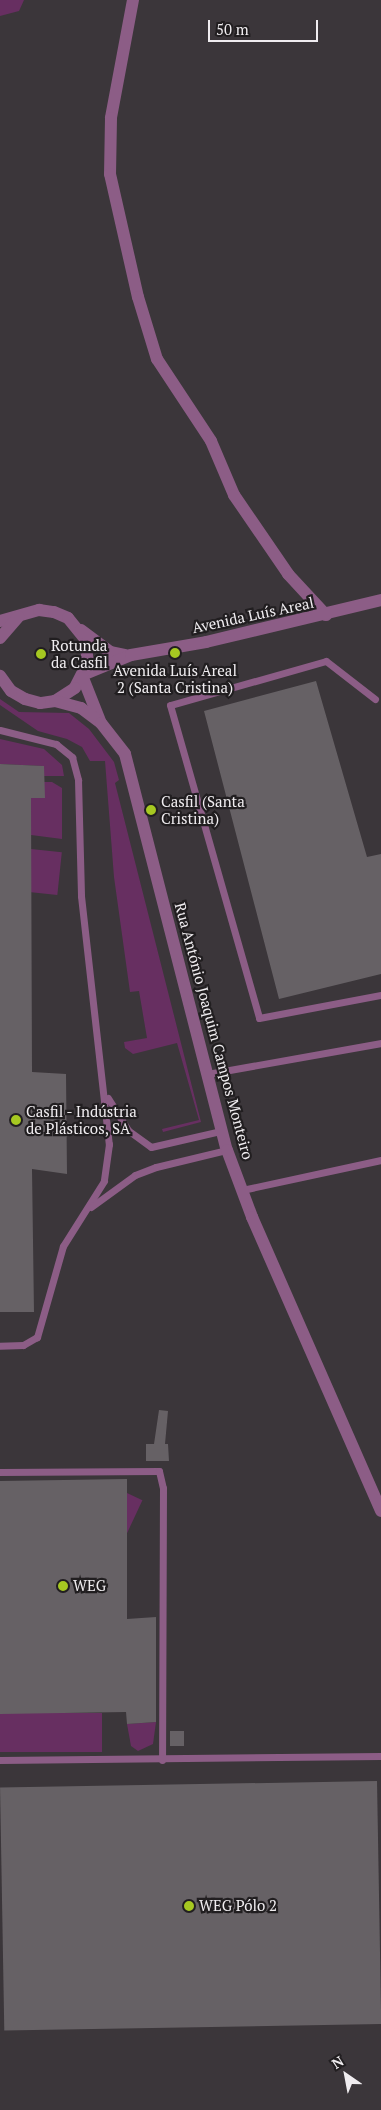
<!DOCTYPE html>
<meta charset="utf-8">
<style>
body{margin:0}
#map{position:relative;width:381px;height:2110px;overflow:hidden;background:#3b363a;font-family:"PT Serif",serif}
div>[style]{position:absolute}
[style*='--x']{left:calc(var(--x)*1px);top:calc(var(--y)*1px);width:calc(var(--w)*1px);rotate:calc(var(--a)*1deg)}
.green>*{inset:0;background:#672f61;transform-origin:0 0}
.building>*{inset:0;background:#666165;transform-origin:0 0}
.service>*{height:7px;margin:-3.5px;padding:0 3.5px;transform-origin:3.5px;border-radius:3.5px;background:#8c5d86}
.minor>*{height:12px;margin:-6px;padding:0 6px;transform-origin:6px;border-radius:6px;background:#8c5d86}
.tertiary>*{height:12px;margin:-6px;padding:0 6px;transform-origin:6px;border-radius:6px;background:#8c5d86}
.dots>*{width:14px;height:14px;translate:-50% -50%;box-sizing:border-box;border:2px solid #211e20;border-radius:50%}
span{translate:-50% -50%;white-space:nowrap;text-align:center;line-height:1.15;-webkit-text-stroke:4.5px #211e20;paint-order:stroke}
.street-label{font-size:15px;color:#f0edf0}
.poi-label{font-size:15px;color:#f0edf0}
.left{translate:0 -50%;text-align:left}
.north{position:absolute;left:321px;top:2050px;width:50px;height:50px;-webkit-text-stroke:4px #211e20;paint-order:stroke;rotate:327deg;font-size:14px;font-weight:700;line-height:20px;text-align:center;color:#f0edf0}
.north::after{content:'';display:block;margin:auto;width:18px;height:22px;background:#f0edf0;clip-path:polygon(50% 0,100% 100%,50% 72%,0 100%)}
.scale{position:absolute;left:208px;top:20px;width:110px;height:22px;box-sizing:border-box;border:2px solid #f0edf0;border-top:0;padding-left:6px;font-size:15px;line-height:18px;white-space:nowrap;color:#f0edf0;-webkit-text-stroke:4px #211e20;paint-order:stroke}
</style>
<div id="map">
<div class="green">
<i style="clip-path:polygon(0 0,24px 0,19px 11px,0 16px)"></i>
<i style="clip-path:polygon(0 699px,19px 712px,69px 713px,89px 729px,114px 762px,119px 780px,115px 783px,201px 1122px,163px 1132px,162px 1129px,199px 1120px,177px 1043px,133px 1054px,125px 1048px,124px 1042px,147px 1038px,139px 991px,130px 992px,114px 877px,105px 761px,90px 761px,82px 747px,67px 739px,38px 731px,0 705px)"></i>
<i style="clip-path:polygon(0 739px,44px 749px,62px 765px,64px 776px,44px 776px,43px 766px,0 764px)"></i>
<i style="clip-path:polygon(44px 782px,52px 782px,62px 788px,62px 839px,31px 835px,31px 798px,44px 798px)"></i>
<i style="left:31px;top:849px;width:31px;height:43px;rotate:6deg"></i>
<i style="left:127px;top:1493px;width:17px;height:59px;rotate:25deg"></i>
<i style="left:102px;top:1713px;width:39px;height:102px;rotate:90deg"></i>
<i style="clip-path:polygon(156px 1722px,153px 1744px,138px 1751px,131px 1746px,127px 1724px)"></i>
</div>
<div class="building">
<i style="clip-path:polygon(316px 681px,367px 857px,381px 854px,381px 974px,279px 999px,204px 711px)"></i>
<i style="clip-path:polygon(0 764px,44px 766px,45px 798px,31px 798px,32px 1072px,66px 1074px,67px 1174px,32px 1169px,34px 1312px,0 1312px)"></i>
<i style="clip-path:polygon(159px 1410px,168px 1411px,165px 1444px,168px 1444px,169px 1461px,146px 1461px,146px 1444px,154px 1444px)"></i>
<i style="clip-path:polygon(127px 1479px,127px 1619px,156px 1617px,156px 1722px,127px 1724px,126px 1712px,0 1714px,0 1481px)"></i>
<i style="left:170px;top:1731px;width:14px;height:15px"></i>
<i style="left:377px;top:1781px;width:243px;height:377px;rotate:89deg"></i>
</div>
<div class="service">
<i style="--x:375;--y:699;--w:62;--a:-142.2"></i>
<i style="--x:326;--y:661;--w:162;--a:164.2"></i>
<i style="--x:170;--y:705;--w:325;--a:74.1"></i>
<i style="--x:259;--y:1018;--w:124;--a:-10.7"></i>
<i style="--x:0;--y:730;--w:58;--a:14"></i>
<i style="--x:56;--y:744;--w:21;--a:39"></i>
<i style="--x:72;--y:757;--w:24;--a:75"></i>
<i style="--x:78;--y:780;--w:116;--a:88.5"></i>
<i style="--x:81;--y:896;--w:250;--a:83.6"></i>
<i style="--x:109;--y:1144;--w:37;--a:98"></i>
<i style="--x:104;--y:1181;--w:77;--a:122.2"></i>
<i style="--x:63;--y:1246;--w:95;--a:105.9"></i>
<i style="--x:37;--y:1337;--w:16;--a:150"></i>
<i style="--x:23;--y:1345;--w:23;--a:178"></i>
<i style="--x:207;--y:1074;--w:177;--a:-10.1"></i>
<i style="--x:108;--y:1098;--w:39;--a:58"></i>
<i style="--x:129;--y:1131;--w:27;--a:36"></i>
<i style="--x:151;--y:1147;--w:72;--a:-12.9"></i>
<i style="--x:242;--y:1190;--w:142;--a:-12.2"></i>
<i style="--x:91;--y:1207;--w:54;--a:-36"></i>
<i style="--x:135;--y:1175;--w:22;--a:-21"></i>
<i style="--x:156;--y:1167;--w:73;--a:-13.5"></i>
<i style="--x:0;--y:1472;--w:159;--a:-0.4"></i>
<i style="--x:159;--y:1471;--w:17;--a:77"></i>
<i style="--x:163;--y:1488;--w:272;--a:90.2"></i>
<i style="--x:0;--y:1760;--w:381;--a:-0.6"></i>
</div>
<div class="minor">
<i style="--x:133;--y:0;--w:120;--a:100.6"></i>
<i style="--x:111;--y:118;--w:56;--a:91"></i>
<i style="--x:110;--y:174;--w:126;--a:77.2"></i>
<i style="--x:138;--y:297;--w:65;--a:73"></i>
<i style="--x:157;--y:359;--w:98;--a:56.6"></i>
<i style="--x:211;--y:441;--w:59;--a:66.9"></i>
<i style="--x:234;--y:495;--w:96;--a:55.6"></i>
<i style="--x:288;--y:574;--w:56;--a:47.2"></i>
</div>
<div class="tertiary">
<i style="--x:0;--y:621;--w:41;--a:-15.8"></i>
<i style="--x:39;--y:610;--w:15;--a:8"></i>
<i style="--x:54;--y:612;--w:15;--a:23"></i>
<i style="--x:68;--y:618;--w:27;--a:51"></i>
<i style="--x:85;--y:639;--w:23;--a:83"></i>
<i style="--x:88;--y:662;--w:29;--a:117"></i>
<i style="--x:75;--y:688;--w:24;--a:147"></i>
<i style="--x:55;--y:701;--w:15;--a:172"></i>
<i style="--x:40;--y:703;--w:16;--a:-165"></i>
<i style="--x:25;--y:699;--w:16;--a:-150"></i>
<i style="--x:11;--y:691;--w:19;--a:-126"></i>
<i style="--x:81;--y:630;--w:36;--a:37"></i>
<i style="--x:110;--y:652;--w:16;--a:11"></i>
<i style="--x:0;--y:638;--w:28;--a:-49"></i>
<i style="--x:85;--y:674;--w:50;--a:-22.4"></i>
<i style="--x:131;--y:655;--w:76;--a:-9.8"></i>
<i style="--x:206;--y:642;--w:180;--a:-13.5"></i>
<i style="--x:83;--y:678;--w:46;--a:68.4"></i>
<i style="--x:55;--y:701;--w:27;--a:15"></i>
<i style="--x:81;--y:708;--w:25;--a:37"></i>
<i style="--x:101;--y:723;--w:39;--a:52"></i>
<i style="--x:125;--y:754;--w:409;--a:75.6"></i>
<i style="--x:227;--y:1150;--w:72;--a:69.5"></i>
<i style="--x:252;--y:1217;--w:321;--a:66.3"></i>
</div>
<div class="dots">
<i style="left:175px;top:653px;background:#a6c821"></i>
<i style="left:41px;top:654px;background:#a6c821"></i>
<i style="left:151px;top:810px;background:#a6c821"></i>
<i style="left:16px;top:1120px;background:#a6c821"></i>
<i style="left:63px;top:1586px;background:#a6c821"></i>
<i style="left:189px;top:1906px;background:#a6c821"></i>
</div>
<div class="street-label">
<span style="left:253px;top:615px;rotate:-12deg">Avenida Luís Areal</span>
<span style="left:214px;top:1031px;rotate:75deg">Rua António Joaquim Campos Monteiro</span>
</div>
<div class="poi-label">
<span class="left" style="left:51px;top:654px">Rotunda<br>da Casfil</span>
<span style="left:175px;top:679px">Avenida Luís Areal<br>2 (Santa Cristina)</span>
<span class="left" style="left:161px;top:810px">Casfil (Santa<br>Cristina)</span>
<span class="left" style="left:26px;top:1120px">Casfil - Indústria<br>de Plásticos, SA</span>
<span class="left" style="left:73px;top:1586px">WEG</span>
<span class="left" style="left:199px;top:1906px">WEG Pólo 2</span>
</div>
<div class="north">N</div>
<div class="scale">50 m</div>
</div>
**********
# WORK TO COMPLETE
Could you return all lines from the data above that contain the string "green"?

# EXPECTED OUTPUT
.green>*{inset:0;background:#672f61;transform-origin:0 0}
<div class="green">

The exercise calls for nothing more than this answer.